I wonder if they encrypt it and then send it over TLS or if they're just relying on TLS as the client->server encryption. Restated, I wonder how deep in their stack the encrypted blob goes before it's decrypted.

doctorzook 24 minutes ago

Holy crap.

I remember a sign in our dorm bathroom that read, “toilet cam is for research purposes only”. It was a joke, but always got a nice reaction from new people in the building.
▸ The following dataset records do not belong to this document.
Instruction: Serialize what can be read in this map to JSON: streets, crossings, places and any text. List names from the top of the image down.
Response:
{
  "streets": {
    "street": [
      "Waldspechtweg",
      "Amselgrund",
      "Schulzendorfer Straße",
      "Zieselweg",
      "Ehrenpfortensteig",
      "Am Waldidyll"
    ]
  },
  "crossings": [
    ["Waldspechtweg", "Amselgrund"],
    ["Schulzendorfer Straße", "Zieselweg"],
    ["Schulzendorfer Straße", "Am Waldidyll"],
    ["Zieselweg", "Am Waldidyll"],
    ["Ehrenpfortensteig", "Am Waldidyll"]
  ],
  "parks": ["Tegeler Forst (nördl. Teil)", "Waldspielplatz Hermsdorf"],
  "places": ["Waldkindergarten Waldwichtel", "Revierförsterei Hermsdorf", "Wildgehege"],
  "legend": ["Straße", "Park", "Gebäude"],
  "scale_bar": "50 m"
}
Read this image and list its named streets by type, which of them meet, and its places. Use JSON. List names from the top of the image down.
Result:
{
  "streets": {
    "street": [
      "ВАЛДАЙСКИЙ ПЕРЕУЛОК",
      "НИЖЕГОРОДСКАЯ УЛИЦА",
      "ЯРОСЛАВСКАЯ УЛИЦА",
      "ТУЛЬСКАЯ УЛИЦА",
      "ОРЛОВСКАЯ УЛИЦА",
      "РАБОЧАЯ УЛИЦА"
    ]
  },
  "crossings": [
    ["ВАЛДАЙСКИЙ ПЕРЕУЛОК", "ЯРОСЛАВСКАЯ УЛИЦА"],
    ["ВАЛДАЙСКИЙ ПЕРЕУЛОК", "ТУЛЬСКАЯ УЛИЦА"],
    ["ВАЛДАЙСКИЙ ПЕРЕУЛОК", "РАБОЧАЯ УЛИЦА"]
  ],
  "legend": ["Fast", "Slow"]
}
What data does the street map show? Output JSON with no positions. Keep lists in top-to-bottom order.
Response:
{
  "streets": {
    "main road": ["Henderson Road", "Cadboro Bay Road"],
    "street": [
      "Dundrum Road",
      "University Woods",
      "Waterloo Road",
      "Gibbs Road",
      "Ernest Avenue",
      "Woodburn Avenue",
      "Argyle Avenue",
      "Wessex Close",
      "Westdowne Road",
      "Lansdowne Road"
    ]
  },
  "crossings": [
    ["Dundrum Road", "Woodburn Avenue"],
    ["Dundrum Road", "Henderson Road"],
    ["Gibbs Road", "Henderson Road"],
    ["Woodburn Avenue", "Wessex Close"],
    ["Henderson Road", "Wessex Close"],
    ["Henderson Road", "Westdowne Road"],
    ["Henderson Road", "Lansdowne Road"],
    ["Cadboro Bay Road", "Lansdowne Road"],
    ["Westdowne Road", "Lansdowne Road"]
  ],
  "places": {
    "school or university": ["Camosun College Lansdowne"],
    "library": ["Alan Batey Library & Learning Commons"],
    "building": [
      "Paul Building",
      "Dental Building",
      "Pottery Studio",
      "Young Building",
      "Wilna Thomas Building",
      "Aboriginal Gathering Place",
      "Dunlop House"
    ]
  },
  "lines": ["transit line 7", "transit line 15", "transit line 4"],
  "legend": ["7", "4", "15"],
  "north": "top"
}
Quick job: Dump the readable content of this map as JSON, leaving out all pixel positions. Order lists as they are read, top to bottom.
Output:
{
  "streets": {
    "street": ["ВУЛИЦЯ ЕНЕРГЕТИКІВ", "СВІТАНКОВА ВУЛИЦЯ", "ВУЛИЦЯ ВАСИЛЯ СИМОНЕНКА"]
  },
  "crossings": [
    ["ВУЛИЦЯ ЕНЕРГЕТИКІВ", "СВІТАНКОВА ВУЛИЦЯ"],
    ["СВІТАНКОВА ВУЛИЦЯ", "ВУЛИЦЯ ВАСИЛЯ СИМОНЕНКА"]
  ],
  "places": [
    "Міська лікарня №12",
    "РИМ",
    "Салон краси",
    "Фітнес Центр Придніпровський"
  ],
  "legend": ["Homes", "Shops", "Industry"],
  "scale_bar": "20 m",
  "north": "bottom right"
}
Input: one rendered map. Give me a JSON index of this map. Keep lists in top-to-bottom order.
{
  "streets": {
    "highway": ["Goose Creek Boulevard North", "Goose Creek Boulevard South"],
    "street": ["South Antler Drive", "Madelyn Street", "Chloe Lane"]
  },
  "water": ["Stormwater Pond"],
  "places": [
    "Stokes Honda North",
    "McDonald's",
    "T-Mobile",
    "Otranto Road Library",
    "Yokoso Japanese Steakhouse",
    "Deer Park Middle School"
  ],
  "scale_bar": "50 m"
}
But they actually sell this?! And want to charge me for it!?

Holy crap!

  • Sanzig 3 minutes ago

    They want to charge you $600 for it, plus a $7/mo subscription.

gowld 28 minutes ago

https://www.youtube.com/watch?v=DJklHwoYgBQ

Smart Pipe | Infomercials | Adult Swim

Everything in our lives is connected to the internet, so why not our toilets? Take a tour of Smart Pipe, the hot new tech startup that turns your waste into valuable information and fun social connectivity.

[Smart Pipe Inc. is a registered sex offender.]

kstrauser an hour ago

Did they say which ends they meant?

crmd 40 minutes ago

I’m sorry the shit had hit the fan at Kohler, but there’s no reason a cloud poop camera even exists.

SoftTalker 12 minutes ago

Enshittification has gone too far.

m3kw9 36 minutes ago

No pictures were shown on the website.

Mistletoe 12 minutes ago

I honestly cannot believe this device exists. I'm living in the absolute weirdest timeline that I could have never imagined. Imagine being an engineer working on this particular ring of the torment nexus.

patjensen 40 minutes ago

Hi, who just joined?

mystraline an hour ago

So, end-to-end-encraption?

Oh wait, maybe this is what Cory Doctorow is referring to as enshittified?

I mean, these jokes make themselves, including whoever buys the hardware, AND buys the marketing pitch.

  • bombcar 16 minutes ago

    It would be end-to-end only if it was pee-to-pee.